(Beginning of DATA EXTRACTS)

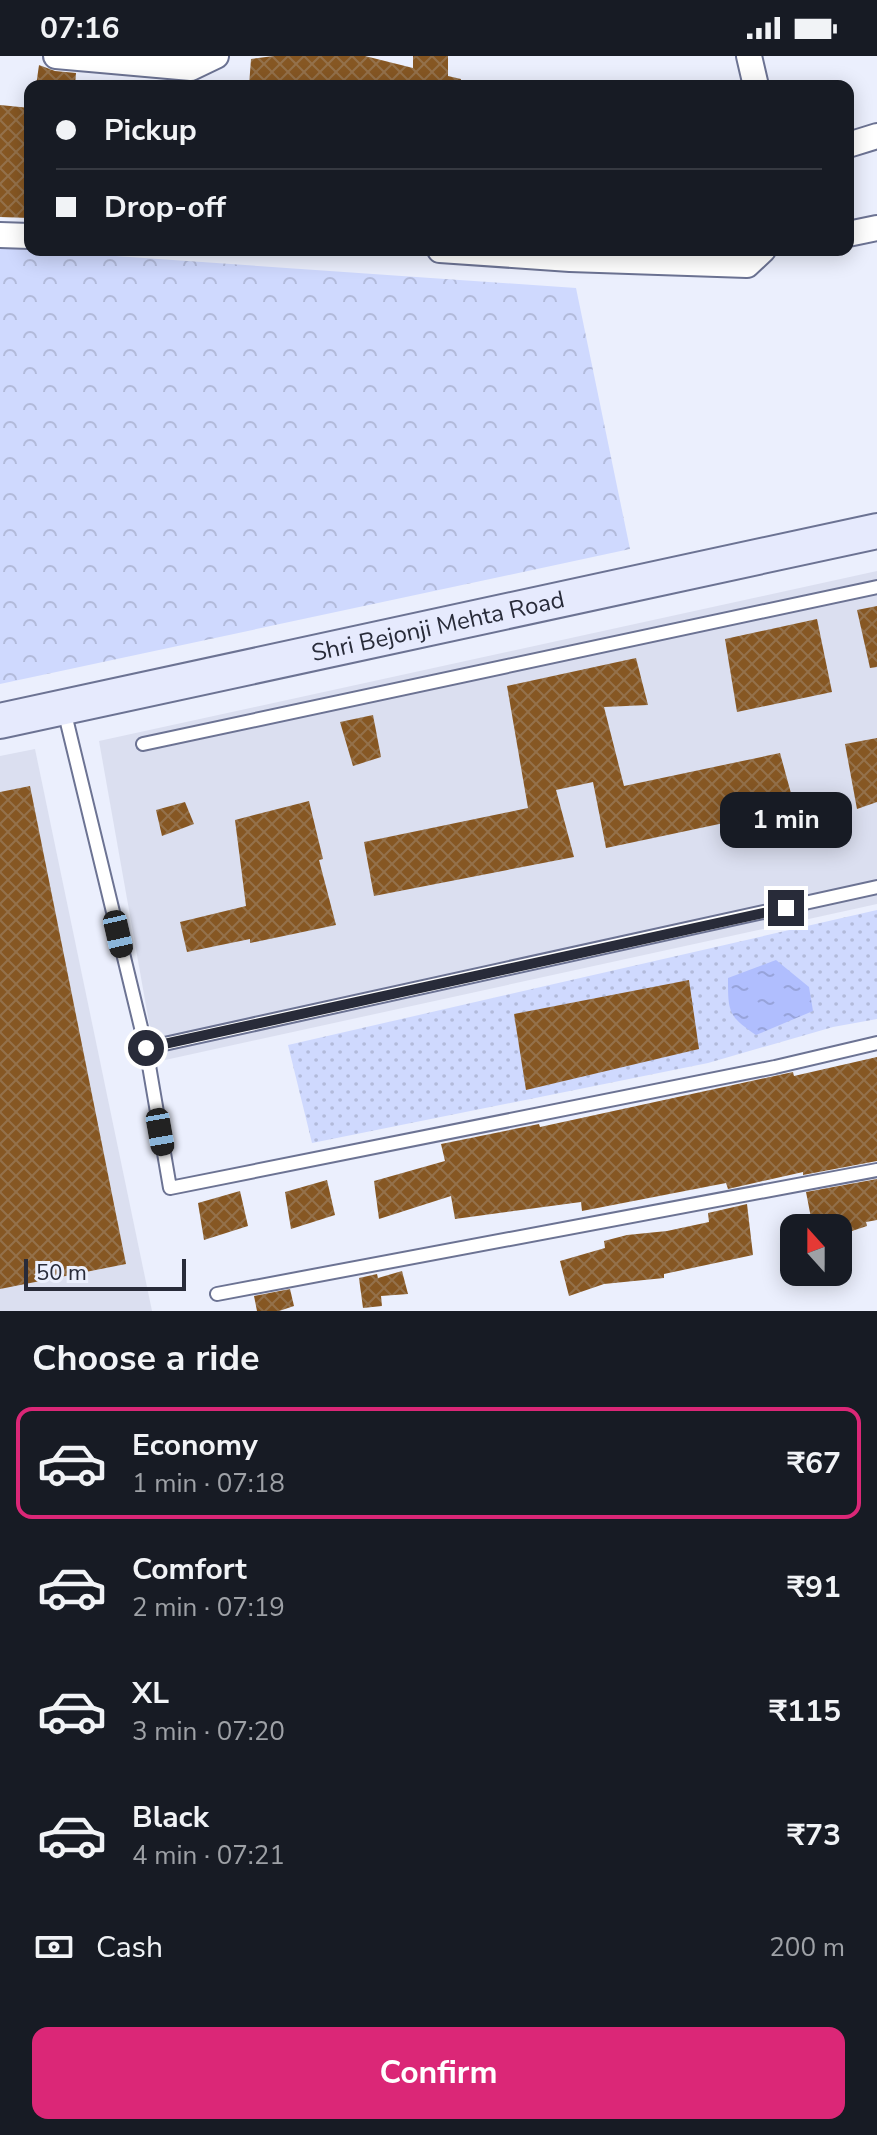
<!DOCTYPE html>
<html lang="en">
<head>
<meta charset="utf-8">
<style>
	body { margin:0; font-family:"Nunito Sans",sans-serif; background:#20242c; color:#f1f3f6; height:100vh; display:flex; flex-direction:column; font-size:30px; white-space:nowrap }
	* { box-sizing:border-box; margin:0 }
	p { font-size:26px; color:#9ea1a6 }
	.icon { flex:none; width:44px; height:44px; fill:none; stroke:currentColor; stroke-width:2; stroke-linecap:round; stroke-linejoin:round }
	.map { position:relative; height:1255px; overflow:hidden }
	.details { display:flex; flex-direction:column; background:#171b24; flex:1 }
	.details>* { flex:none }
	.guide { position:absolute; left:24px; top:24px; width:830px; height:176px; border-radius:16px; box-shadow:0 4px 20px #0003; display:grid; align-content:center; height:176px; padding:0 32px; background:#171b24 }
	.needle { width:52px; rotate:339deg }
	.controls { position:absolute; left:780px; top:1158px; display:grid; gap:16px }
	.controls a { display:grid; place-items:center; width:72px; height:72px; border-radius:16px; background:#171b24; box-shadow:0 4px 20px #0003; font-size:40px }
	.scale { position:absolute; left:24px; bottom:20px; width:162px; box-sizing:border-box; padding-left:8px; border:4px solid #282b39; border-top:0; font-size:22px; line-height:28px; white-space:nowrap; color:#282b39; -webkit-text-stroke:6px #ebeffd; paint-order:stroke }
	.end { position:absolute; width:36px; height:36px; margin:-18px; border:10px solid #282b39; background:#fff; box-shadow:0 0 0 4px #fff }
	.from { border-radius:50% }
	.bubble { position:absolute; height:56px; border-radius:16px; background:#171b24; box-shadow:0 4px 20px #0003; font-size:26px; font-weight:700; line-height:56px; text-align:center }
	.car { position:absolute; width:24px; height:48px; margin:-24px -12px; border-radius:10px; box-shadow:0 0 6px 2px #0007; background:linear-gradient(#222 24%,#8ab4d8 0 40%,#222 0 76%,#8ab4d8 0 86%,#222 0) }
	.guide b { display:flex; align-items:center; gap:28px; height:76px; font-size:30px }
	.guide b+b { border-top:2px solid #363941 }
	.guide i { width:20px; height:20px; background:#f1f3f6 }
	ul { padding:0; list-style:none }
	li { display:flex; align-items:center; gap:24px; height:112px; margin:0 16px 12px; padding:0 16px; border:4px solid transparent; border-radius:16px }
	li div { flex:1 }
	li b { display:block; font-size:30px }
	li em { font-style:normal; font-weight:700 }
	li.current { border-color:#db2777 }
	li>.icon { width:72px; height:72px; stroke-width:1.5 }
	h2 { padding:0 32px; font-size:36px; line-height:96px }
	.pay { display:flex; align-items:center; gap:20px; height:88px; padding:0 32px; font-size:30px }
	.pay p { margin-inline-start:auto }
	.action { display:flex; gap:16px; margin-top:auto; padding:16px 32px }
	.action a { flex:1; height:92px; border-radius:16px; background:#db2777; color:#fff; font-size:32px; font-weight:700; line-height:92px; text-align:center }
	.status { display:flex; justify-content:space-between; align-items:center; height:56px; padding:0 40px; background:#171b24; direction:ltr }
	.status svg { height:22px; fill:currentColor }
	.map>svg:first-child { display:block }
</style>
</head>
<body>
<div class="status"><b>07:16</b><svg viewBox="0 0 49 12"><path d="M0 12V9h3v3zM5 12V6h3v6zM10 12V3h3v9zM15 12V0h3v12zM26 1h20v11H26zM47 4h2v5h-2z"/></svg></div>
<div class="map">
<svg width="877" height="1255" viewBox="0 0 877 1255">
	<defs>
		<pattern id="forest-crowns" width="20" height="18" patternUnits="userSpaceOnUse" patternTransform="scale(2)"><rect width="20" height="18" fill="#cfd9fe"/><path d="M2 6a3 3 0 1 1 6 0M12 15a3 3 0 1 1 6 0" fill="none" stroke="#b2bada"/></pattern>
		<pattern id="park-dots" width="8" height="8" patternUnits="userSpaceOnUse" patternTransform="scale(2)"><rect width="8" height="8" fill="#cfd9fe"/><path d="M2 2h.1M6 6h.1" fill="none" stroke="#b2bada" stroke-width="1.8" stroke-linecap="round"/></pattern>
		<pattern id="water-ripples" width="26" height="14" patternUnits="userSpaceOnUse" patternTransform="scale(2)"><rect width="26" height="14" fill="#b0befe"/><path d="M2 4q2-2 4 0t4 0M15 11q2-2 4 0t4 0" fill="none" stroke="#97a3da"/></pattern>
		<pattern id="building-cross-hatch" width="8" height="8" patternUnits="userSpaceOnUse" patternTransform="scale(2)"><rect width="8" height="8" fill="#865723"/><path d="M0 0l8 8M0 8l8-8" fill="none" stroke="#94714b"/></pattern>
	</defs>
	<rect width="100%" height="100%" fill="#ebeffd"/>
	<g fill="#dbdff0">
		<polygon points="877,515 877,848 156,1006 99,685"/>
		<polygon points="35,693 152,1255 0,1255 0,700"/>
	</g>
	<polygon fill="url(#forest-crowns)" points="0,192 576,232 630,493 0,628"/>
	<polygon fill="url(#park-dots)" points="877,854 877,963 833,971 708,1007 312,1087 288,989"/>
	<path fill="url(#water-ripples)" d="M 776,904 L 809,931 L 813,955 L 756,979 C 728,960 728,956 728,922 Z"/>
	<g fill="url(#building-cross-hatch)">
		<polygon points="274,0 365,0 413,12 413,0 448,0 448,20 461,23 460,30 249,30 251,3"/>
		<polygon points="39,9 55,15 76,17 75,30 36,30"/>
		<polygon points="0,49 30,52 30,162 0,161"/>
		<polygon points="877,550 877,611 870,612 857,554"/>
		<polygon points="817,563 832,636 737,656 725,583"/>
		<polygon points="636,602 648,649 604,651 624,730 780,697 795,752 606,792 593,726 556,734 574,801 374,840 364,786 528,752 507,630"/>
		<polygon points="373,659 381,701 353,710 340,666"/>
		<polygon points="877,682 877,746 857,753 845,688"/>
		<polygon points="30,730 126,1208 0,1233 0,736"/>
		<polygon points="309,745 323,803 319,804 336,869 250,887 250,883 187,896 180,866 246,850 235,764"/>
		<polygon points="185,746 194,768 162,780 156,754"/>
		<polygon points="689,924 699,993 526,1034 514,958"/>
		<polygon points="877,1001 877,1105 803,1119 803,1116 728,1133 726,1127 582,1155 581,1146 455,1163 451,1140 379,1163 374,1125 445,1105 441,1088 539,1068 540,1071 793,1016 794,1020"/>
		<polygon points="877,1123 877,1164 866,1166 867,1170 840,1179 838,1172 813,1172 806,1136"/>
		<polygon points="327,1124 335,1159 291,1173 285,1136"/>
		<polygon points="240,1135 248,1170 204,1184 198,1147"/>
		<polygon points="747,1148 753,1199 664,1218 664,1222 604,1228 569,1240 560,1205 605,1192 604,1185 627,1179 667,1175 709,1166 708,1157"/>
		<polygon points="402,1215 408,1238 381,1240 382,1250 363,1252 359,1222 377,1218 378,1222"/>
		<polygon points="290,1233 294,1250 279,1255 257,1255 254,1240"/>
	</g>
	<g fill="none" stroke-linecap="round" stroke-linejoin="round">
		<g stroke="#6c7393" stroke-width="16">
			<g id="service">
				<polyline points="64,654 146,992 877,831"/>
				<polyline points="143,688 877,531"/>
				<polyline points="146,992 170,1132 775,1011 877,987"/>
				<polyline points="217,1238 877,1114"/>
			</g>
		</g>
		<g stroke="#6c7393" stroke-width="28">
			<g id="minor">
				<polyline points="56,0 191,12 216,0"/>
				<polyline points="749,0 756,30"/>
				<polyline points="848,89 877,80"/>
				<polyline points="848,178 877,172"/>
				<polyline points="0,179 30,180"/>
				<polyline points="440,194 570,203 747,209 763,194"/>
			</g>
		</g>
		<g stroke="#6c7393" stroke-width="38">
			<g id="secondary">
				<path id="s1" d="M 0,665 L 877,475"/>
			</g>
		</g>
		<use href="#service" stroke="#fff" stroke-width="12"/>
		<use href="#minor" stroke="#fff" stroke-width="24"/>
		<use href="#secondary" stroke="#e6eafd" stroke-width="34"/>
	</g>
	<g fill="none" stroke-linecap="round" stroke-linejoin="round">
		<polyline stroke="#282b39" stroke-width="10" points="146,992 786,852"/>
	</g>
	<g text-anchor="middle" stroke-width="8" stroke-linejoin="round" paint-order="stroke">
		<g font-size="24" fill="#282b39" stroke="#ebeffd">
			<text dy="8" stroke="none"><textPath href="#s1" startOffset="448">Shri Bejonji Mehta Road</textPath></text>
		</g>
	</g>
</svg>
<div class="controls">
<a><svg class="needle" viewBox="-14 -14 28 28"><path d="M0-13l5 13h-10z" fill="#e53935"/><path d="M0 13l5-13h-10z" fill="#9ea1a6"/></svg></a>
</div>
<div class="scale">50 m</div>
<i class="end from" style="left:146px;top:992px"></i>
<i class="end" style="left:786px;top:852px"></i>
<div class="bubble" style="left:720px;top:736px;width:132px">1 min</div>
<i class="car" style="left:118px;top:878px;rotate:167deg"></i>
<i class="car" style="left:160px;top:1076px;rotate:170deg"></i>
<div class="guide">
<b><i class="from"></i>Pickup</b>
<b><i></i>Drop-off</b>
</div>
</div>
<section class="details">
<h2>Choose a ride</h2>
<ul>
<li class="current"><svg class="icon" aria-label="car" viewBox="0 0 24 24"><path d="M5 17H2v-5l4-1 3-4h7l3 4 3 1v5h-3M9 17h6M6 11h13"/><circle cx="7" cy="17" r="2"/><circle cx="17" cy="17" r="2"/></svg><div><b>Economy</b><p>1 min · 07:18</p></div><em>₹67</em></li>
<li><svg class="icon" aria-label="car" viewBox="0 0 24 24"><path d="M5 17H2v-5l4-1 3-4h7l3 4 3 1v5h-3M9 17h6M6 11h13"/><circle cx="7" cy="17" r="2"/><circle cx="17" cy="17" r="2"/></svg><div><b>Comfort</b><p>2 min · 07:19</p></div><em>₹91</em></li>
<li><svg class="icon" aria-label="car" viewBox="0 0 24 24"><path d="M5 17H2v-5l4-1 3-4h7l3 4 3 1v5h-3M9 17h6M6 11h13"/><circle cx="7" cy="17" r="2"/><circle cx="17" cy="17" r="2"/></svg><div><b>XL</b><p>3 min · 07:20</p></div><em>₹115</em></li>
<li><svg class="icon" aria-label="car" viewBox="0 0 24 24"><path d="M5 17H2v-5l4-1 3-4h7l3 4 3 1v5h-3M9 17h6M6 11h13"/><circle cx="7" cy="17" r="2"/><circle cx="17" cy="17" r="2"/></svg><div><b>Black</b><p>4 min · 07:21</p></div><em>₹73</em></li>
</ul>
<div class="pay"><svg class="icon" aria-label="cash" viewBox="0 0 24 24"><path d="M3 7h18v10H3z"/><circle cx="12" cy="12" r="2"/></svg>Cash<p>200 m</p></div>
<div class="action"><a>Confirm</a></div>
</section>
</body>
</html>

(End of DATA EXTRACTS)

Return a word-for-word copy of the lines above from the one holding "position:absolute; height:56px; border-radius:16px;" through the one holding "position:absolute; width:24px; height:48px;", with both of them included and nothing besides.

ANSWER SECTION:
	.bubble { position:absolute; height:56px; border-radius:16px; background:#171b24; box-shadow:0 4px 20px #0003; font-size:26px; font-weight:700; line-height:56px; text-align:center }
	.car { position:absolute; width:24px; height:48px; margin:-24px -12px; border-radius:10px; box-shadow:0 0 6px 2px #0007; background:linear-gradient(#222 24%,#8ab4d8 0 40%,#222 0 76%,#8ab4d8 0 86%,#222 0) }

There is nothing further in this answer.